Entre autres, le ministère a contribué à la création de la Facilité financière internationale pour la vaccination (qui a administré des vaccins à plus de 700 millions d’enfants depuis 2000), à Global Partners for Health et à un mécanisme de garantie de marché de 1,5 milliard de $ qui a financé le développement de nouveaux médicaments dans des pays moins nantis. Par le truchement du ministère, le Royaume-Uni est également un membre principal du Fonds mondial et un commanditaire de premier plan de la nouvelle Facilité financière internationale pour l’éducation que j’ai mis en œuvre avec d’autres.
Il va sans dire que sans la forte présence d’un ministère du développement international, la Grande-Bretagne ne jouira plus du statut nécessaire pour mener des initiatives importantes de développement multilatéral.

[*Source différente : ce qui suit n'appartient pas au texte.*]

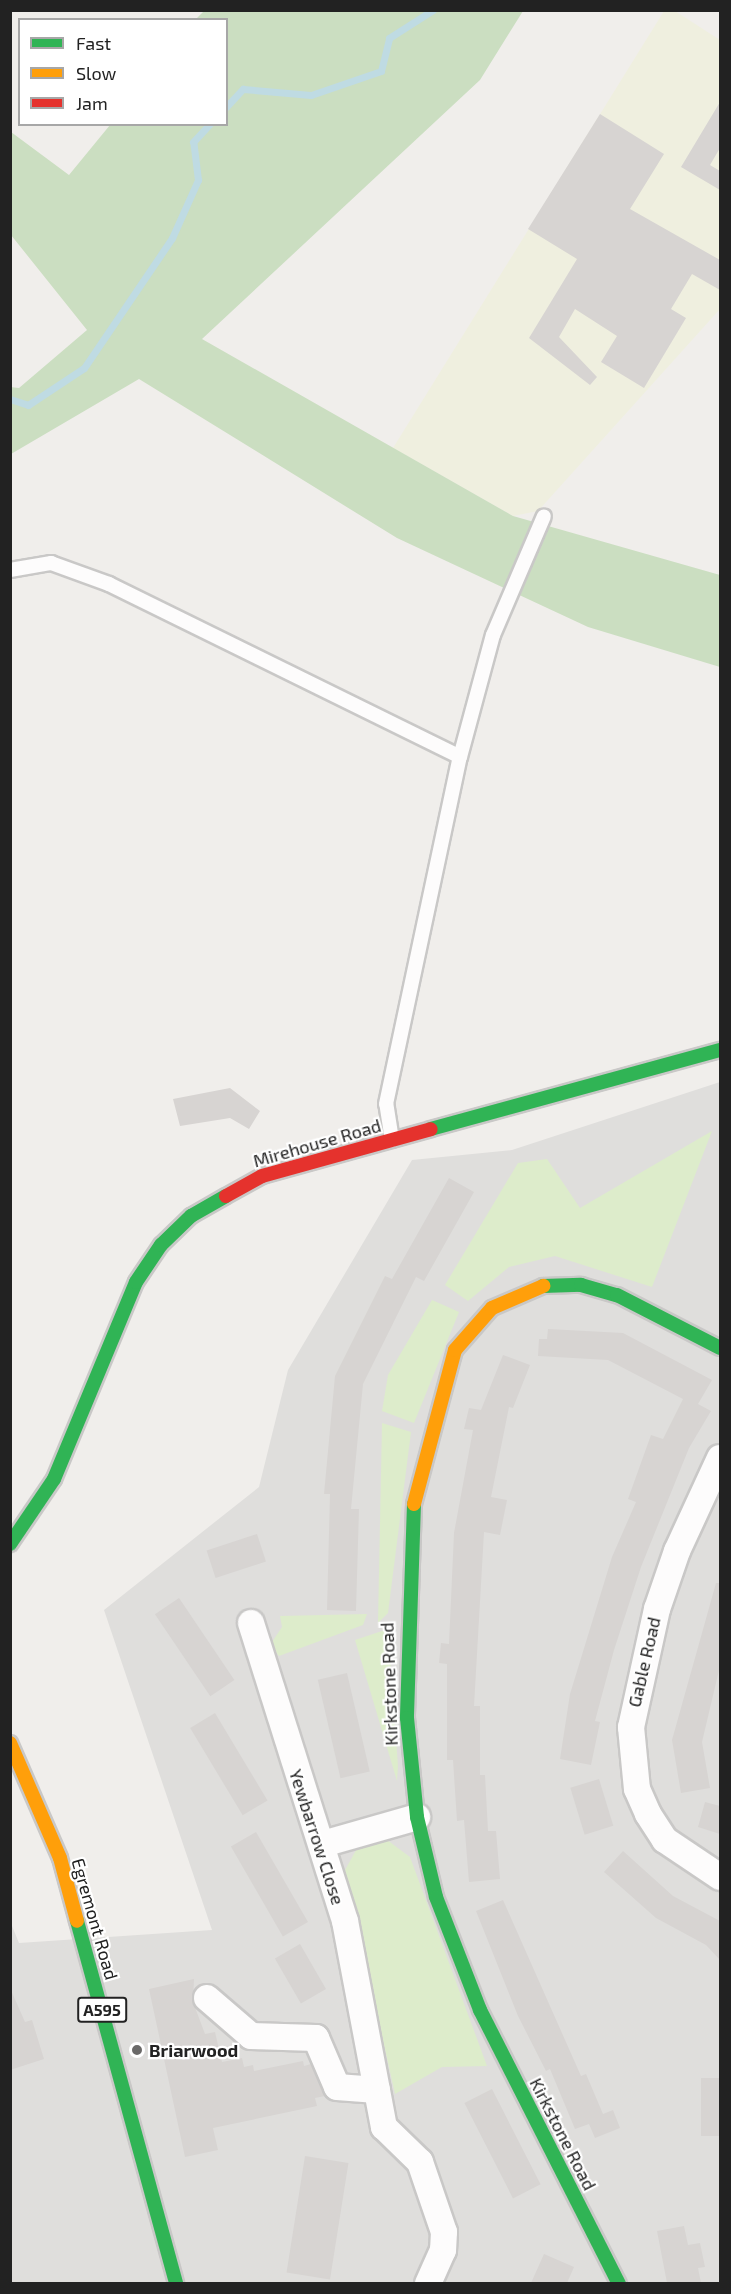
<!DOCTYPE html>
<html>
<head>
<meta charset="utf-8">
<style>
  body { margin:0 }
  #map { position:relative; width:731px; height:2294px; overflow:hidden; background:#f0eeeb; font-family:"Exo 2",sans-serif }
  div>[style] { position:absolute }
  .residential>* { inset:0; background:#dfdedc }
  .farmland>* { inset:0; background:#efefdf }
  .grass>* { inset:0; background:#ddeccb }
  .forest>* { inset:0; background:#cbdec1 }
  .stream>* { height:7px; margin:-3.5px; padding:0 3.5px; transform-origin:3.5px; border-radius:3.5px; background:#bfdbe3 }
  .building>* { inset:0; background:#d7d4d2; transform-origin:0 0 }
  .roads { filter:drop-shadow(2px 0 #c9c8c7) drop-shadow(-2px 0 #c9c8c7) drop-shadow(0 2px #c9c8c7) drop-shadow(0 -2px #c9c8c7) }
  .lane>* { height:14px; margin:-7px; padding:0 7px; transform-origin:7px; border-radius:7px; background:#fdfcfc }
  .street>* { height:26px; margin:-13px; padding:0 13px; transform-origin:13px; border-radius:13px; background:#fdfcfc }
  .fast>* { height:14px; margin:-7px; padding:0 7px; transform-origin:7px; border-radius:7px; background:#30b455 }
  .slow>* { height:14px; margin:-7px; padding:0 7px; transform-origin:7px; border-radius:7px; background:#ff9f0a }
  .jam>* { height:14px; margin:-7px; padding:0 7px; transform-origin:7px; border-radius:7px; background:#e5322d }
  .dots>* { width:16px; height:16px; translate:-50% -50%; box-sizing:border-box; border:3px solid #fff; border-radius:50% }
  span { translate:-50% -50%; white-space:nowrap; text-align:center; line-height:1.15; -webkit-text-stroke:4.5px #fff; paint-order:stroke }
  .shield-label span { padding:2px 4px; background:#fff; border:2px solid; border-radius:4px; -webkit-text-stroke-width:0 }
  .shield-label { font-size:16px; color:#222; font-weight:700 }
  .street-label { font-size:18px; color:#222 }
  .poi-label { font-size:18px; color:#222; font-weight:700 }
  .left { translate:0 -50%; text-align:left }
  .frame { position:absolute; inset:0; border:12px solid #222; pointer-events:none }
  .legend { position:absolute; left:18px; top:18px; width:210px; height:108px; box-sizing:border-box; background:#fff; border:2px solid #a7a7a7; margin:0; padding:8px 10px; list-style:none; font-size:18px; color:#222 }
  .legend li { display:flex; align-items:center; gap:12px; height:30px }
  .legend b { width:30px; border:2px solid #a7a7a7 }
</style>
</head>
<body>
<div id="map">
  <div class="residential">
    <i style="clip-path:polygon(720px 1082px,720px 2283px,11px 2283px,10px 1921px,19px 1943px,212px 1930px,104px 1610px,259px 1487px,288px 1370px,412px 1160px,512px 1150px)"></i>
  </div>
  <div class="farmland">
    <i style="clip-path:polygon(664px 11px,675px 11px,720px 40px,720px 309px,538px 511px,513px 516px,393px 448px)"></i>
  </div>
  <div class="grass">
    <i style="clip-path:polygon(712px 1131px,652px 1287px,555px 1256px,509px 1267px,468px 1301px,445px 1285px,518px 1163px,547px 1159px,580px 1208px)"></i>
    <i style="clip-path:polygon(432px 1300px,459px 1312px,414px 1423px,382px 1411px,388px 1375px)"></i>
    <i style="clip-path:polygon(382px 1423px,411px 1432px,388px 1613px,378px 1623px)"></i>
    <i style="clip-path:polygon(367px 1614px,363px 1625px,279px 1656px,270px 1645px,282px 1627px,280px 1616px)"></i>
    <i style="clip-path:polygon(388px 1629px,398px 1766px,397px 1781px,355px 1640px)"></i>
    <i style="clip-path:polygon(383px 1837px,410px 1857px,487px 2066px,442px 2067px,395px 2094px,345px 1870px,360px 1843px)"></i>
  </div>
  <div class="forest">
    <i style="clip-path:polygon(204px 11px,523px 11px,480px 80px,202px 339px,513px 516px,720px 575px,720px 667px,588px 627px,397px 538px,139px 379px,11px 454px,10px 387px,19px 388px,87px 330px,11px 235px,11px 132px,69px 175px,110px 125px,226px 124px,226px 20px,196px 19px)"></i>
  </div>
  <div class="stream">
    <i style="left:226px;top:107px;width:25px;rotate:-47deg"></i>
    <i style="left:243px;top:89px;width:68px;rotate:5deg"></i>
    <i style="left:311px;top:95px;width:74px;rotate:-18.9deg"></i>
    <i style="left:381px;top:71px;width:34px;rotate:-76deg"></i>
    <i style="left:389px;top:38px;width:52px;rotate:-32.5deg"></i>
    <i style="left:10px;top:399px;width:19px;rotate:18deg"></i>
    <i style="left:28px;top:405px;width:67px;rotate:-33.5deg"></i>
    <i style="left:84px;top:368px;width:157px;rotate:-55.9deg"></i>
    <i style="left:172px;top:238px;width:64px;rotate:-65.9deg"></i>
    <i style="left:198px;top:180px;width:38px;rotate:-97deg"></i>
    <i style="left:193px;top:142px;width:25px;rotate:-47deg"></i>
  </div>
  <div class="building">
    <i style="clip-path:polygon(720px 102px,720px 148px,710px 165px,720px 171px,720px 190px,681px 167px)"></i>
    <i style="clip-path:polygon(600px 114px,664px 154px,630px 209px,720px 260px,720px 290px,692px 274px,671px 309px,686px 318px,644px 388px,601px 362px,617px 336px,575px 309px,559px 337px,597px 377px,590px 385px,529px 338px,577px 259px,528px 229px)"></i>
    <i style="clip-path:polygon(230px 1088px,260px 1111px,249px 1129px,230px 1118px,180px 1126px,173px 1099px)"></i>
    <i style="clip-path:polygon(449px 1178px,474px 1192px,424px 1281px,416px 1277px,363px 1384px,351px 1509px,359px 1509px,356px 1611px,327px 1610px,330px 1494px,324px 1494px,335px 1376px,385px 1276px,392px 1279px)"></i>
    <i style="clip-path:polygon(548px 1329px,623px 1333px,712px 1380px,698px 1404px,711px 1411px,689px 1448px,641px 1567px,614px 1650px,595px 1721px,600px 1722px,591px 1765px,560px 1759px,570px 1694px,612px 1557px,636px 1502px,628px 1499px,651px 1435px,663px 1439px,683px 1399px,608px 1360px,538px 1356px,539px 1339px,547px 1339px)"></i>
    <i style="clip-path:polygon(503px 1355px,530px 1365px,513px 1408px,509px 1407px,491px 1497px,507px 1500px,500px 1535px,484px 1532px,474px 1706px,480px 1706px,480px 1775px,485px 1775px,488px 1831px,496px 1831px,500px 1879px,469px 1882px,464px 1820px,457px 1821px,453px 1760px,447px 1760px,447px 1664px,439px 1663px,441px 1643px,449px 1644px,454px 1533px,473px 1430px,464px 1429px,469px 1408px,481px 1410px)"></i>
    <i style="left:257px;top:1534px;width:29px;height:53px;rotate:72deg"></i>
    <i style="clip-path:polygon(716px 1583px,720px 1583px,720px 1666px,702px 1742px,710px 1788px,681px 1793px,672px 1740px)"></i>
    <i style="left:179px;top:1598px;width:99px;height:29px;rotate:56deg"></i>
    <i style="left:347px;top:1673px;width:101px;height:30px;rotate:77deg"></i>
    <i style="left:215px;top:1713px;width:102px;height:29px;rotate:59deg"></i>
    <i style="left:599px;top:1779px;width:49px;height:30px;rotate:73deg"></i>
    <i style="clip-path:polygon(705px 1802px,720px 1806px,720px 1834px,698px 1827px)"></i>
    <i style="left:256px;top:1832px;width:104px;height:29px;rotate:60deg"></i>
    <i style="clip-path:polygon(623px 1851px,673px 1896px,720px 1921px,720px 1960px,706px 1945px,656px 1918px,604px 1872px)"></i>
    <i style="clip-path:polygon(503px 1900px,581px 2076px,586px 2074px,603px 2114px,613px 2110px,620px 2128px,595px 2138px,589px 2124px,575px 2129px,550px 2069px,546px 2071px,518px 2016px,476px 1911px)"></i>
    <i style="left:300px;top:1944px;width:52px;height:29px;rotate:60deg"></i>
    <i style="clip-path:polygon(194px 1979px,193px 2002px,205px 2034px,215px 2032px,222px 2062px,242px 2058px,244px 2067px,253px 2065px,254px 2071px,303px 2061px,304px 2066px,311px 2064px,325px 2096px,315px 2098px,317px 2106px,213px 2128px,218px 2150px,185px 2157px,149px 1989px)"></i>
    <i style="clip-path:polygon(10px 1988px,25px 2022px,32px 2020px,44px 2059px,10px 2070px)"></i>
    <i style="left:720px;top:2078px;width:58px;height:19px;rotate:90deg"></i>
    <i style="left:492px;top:2089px;width:107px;height:31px;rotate:63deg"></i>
    <i style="left:305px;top:2156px;width:44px;height:118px;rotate:9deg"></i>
    <i style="clip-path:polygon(684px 2226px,688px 2245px,700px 2243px,705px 2267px,698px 2268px,701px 2283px,667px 2283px,657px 2231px)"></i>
    <i style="clip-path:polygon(544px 2254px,574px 2267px,567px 2283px,531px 2283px)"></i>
  </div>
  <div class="roads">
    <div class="lane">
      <i style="left:10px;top:570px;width:42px;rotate:-9.7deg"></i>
      <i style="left:51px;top:563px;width:62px;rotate:19.9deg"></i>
      <i style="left:109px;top:584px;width:391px;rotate:26.2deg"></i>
      <i style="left:392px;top:1140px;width:36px;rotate:-99deg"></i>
      <i style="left:386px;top:1104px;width:355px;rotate:-78deg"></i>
      <i style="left:460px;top:757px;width:126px;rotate:-74.9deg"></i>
      <i style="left:493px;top:635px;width:129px;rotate:-66.8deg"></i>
    </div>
    <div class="street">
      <i style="left:720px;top:1458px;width:102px;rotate:114.8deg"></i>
      <i style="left:677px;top:1551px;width:61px;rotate:109deg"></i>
      <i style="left:657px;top:1609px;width:121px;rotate:102.4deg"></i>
      <i style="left:631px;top:1727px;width:62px;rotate:84.5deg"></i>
      <i style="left:637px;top:1789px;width:27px;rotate:66deg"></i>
      <i style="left:648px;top:1814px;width:31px;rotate:57deg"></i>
      <i style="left:665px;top:1840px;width:66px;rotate:33.9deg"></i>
      <i style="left:251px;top:1623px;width:312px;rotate:72.5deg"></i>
      <i style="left:345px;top:1921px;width:210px;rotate:79.3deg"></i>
      <i style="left:384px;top:2127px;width:50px;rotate:44.2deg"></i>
      <i style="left:420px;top:2162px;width:74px;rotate:71.1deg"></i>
      <i style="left:444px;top:2232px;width:18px;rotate:93deg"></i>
      <i style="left:443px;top:2250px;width:37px;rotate:114deg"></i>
      <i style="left:323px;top:1844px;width:98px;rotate:-16deg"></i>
      <i style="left:207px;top:1998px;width:58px;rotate:40.8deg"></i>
      <i style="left:251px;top:2036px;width:65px;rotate:1.8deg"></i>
      <i style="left:316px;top:2038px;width:53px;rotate:66.8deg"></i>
      <i style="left:337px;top:2087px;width:40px;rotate:4.3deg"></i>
    </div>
    <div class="fast">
      <i style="left:431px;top:1129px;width:300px;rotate:-15.3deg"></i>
      <i style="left:543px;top:1286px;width:38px;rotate:-2deg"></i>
      <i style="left:581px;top:1285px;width:37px;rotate:16deg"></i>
      <i style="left:617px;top:1295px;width:116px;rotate:27.2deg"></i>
      <i style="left:414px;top:1504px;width:214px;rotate:91.9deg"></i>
      <i style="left:407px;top:1718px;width:100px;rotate:84.2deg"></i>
      <i style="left:417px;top:1817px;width:82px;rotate:76.6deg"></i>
      <i style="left:436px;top:1897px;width:121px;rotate:68.7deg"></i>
      <i style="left:480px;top:2010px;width:307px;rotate:63.1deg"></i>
      <i style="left:10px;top:1544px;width:78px;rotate:-55.9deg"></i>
      <i style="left:54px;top:1479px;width:213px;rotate:-67.4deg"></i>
      <i style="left:136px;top:1282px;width:45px;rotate:-56deg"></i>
      <i style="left:161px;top:1245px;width:42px;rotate:-44deg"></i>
      <i style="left:191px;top:1216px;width:40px;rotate:-29.7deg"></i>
      <i style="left:77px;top:1921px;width:376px;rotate:74.7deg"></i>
    </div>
    <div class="slow">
      <i style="left:414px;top:1504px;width:159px;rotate:-75.1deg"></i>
      <i style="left:455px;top:1350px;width:56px;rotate:-48.6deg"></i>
      <i style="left:492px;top:1308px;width:56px;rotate:-23.3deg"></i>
      <i style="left:10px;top:1743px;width:125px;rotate:66.5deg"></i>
      <i style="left:60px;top:1858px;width:65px;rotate:74.9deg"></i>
    </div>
    <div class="jam">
      <i style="left:226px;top:1196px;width:41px;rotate:-29.1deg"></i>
      <i style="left:262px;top:1176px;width:175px;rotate:-15.5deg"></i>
    </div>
  </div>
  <div class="dots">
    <i style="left:137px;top:2050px;background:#6a6968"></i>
  </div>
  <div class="shield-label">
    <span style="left:102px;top:2010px">A595</span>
  </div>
  <div class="street-label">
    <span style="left:317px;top:1143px;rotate:-16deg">Mirehouse Road</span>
    <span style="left:644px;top:1662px;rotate:-77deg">Gable Road</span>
    <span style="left:389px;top:1684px;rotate:-92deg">Kirkstone Road</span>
    <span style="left:317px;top:1837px;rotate:72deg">Yewbarrow Close</span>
    <span style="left:95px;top:1919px;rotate:74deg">Egremont Road</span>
    <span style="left:563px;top:2134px;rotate:63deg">Kirkstone Road</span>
  </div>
  <div class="poi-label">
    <span class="left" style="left:149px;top:2050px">Briarwood</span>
  </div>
  <div class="frame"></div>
  <ul class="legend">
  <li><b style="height:8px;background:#30b455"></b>Fast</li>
  <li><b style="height:8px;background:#ff9f0a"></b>Slow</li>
  <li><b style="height:8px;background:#e5322d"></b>Jam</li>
  </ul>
</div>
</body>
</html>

Le bureau des Affaires étrangères et du Commonwealth n’est pas en mesure de reproduire si aisément le rôle unique de ce ministère qui consiste à réunir le pays et la communauté internationale de développement. Sans un budget indépendant, un ministre et des dirigeants de réputation internationale, le programme de développement du Royaume-Uni n’aurait pas la capacité de mobiliser les ressources aussi rapidement et efficacement pour intervenir dans les crises futures. Il n’aura pas non plus la place d’honneur comme source d’influence sur l’échiquier international.
Même les nationalistes doivent faire face aux menaces à la sécurité que représentent les États fragiles, l’explosion du nombre de réfugiés et le spectre toujours présent de la pauvreté et de l’injustice. Lorsque les problèmes mondiaux les plus urgents– des changements climatiques aux inégalités et aux conflits violents – ne font pas bon ménage avec des solutions unilatérales, la justification des interventions multilatérales est incontestable. Il est plus que jamais nécessaire d’avoir un ministère du Développement international dynamique, indépendant institutionnellement et bien financé.
Donc, même si Johnson prévoit qu’un Royaume-Uni extirpé de l’Europe devra renforcer son bureau des Affaires étrangères et du Commonwealth pour conserver l’influence du pays à l’étranger, la rétrogradation du ministère du Développement international nuira à un impératif encore plus important de l’après Brexit – le maintien de son leadership mondial, sans parler de l’atteinte des Objectifs de développement durable auxquels souscrivent tous les États membres de l’ONU.